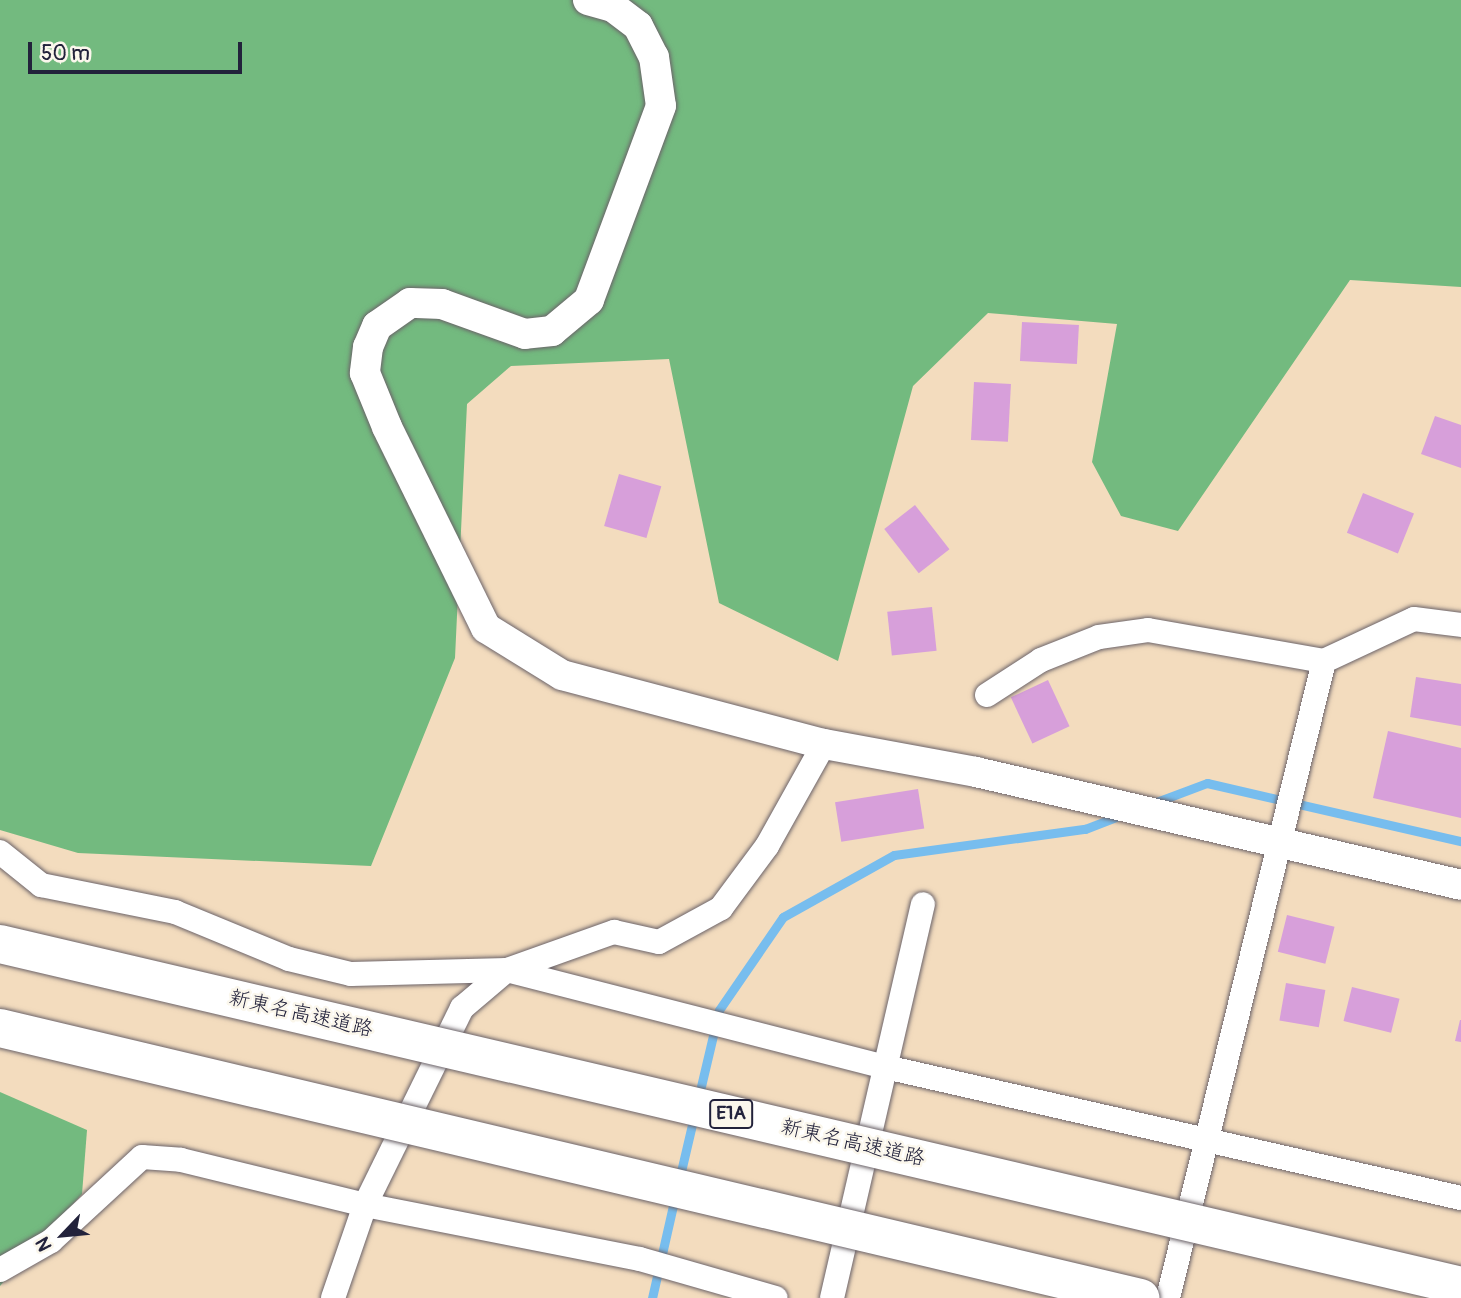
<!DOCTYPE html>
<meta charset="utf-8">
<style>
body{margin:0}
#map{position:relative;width:1461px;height:1298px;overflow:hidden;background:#f3dcbe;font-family:Pangolin,"Klee One",sans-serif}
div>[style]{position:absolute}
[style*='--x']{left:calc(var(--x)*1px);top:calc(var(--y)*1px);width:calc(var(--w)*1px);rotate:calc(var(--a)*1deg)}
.forest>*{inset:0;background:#73ba7f}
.stream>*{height:9px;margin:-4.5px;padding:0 4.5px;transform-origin:4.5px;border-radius:4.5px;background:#77bdee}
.building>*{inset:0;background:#d79fda;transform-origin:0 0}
.roads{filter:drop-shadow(0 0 2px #6b6369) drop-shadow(0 0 2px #6b6369)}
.minor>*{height:24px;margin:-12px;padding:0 12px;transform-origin:12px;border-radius:12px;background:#fff}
.tertiary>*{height:30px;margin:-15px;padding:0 15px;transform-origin:15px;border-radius:15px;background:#fff}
.bridges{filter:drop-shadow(0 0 2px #6b6369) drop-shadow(0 0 2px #6b6369)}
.motorway-bridge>*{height:38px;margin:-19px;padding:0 19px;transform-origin:19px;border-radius:19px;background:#fff}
span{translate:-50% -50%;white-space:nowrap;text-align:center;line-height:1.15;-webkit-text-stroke:5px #fbf7ec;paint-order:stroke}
.shield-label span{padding:2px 5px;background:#fbf7ec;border:2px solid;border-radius:5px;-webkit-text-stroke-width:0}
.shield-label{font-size:19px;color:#22223b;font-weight:700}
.street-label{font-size:21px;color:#22223b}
.north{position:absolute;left:28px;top:1200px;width:70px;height:70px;-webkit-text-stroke:5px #fbf7ec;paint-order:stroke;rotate:244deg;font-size:19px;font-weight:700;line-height:28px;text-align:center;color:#22223b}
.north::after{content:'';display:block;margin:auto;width:24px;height:32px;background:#22223b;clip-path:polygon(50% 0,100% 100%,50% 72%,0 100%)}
.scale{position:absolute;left:28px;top:42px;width:214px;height:32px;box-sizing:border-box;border:4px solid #22223b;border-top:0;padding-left:9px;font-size:21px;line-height:24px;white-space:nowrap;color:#22223b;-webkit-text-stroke:5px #fbf7ec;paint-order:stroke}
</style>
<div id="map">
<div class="forest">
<div style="clip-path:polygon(0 0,1461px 0,1461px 287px,1350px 280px,1178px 531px,1121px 516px,1092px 462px,1117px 324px,988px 313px,913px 386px,838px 661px,719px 603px,669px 359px,511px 366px,467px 404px,455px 658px,371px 866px,78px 853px,0 830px)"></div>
<div style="clip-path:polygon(0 1092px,87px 1130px,82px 1194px,0 1286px)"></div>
</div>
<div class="stream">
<div style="--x:1151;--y:804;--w:60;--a:-20.6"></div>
<div style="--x:1207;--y:783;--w:261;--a:12.9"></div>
<div style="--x:698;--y:1099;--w:91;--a:-76.7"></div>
<div style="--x:719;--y:1010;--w:113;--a:-55.5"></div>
<div style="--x:783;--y:917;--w:127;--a:-29.2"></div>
<div style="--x:894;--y:855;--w:193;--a:-7.8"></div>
<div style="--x:1085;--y:829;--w:40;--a:-21"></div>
<div style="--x:679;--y:1180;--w:66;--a:-76.8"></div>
<div style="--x:652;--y:1298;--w:104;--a:-77.2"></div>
</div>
<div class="building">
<div style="left:1022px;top:322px;width:57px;height:39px;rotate:3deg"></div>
<div style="left:974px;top:382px;width:37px;height:58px;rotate:3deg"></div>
<div style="clip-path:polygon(1435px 416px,1461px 425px,1461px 468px,1421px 454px)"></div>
<div style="left:619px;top:474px;width:44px;height:54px;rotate:16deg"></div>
<div style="left:1363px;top:493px;width:55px;height:43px;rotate:22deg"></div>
<div style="left:915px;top:505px;width:56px;height:39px;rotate:52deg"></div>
<div style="left:932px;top:607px;width:44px;height:45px;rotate:84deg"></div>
<div style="clip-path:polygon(1416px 677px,1461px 684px,1461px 726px,1410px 717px)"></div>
<div style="left:1048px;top:680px;width:51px;height:41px;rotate:65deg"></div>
<div style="clip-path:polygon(1388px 731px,1461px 748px,1461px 818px,1373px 798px)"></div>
<div style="left:918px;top:789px;width:40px;height:84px;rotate:81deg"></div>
<div style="left:1287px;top:915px;width:49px;height:38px;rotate:14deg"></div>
<div style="left:1286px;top:983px;width:40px;height:38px;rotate:10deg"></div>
<div style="left:1352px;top:987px;width:49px;height:35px;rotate:14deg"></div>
<div style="clip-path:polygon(1460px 1020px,1461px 1020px,1461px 1042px,1455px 1041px)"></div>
</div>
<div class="roads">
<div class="minor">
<div style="--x:987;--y:695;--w:64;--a:-32.9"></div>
<div style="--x:1041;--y:660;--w:62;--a:-21.6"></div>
<div style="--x:1099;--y:637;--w:49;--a:-8.1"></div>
<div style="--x:1148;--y:630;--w:179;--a:10"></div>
<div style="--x:1324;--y:661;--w:99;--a:-25"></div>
<div style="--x:1414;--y:619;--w:47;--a:7.3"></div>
<div style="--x:0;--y:852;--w:53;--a:38.8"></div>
<div style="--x:41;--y:885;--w:137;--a:11.4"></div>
<div style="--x:175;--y:912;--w:123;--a:22.4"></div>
<div style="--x:289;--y:959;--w:64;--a:13.6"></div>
<div style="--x:351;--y:974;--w:156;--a:-1.5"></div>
<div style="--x:507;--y:970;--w:395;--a:14.4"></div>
<div style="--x:890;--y:1068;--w:586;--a:12.83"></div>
<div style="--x:0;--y:1270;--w:59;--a:-29.6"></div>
<div style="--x:51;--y:1241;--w:124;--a:-42.7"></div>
<div style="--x:142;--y:1157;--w:39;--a:4"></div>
<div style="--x:181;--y:1160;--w:189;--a:13.7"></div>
<div style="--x:365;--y:1205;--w:280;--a:11.1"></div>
<div style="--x:640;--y:1259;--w:141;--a:16"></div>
<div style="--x:333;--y:1298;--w:98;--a:-71"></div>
<div style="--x:365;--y:1205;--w:220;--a:-63.8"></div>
<div style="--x:462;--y:1008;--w:59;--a:-40.2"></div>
<div style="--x:507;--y:970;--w:114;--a:-19.6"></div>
<div style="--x:614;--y:932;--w:46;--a:12.5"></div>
<div style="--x:659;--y:942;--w:71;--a:-28.7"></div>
<div style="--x:721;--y:908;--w:77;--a:-53.4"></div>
<div style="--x:767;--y:846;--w:117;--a:-60.8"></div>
<div style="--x:832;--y:1298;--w:404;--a:-77"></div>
<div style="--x:1168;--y:1298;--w:656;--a:-76.24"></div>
</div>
<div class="tertiary">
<div style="--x:588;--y:0;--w:26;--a:16"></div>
<div style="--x:613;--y:7;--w:31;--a:37"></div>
<div style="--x:638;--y:26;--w:35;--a:63"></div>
<div style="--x:654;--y:57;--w:49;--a:81.9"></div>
<div style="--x:661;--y:106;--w:207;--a:110.4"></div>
<div style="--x:589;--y:300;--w:48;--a:140"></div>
<div style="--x:552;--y:331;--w:27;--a:174"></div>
<div style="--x:525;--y:334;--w:88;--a:-160.1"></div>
<div style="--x:442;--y:304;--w:32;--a:-178"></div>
<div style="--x:410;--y:303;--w:40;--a:145.1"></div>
<div style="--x:377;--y:326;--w:23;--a:113"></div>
<div style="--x:368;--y:347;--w:26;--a:97"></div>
<div style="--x:365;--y:373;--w:58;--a:67.8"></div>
<div style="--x:387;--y:427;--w:224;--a:63.8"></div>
<div style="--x:486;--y:628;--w:89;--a:31.7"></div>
<div style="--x:562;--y:675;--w:271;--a:14.8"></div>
<div style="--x:824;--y:744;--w:155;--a:10.4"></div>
<div style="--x:976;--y:772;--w:498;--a:13.1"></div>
</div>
</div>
<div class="bridges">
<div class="motorway-bridge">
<div style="--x:0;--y:944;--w:1500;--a:13.17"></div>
<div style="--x:0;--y:1028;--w:1172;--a:13.32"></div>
</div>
</div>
<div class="shield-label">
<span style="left:731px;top:1114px">E1A</span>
</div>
<div class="street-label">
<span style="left:301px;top:1014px;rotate:13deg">新東名高速道路</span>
<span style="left:853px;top:1143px;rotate:13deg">新東名高速道路</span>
</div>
<div class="north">N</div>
<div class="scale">50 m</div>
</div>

※ ※ ※

**Assignment**
Using the data above, say how many lines include "stream". No other reply is needed.

**Completed exercise**
2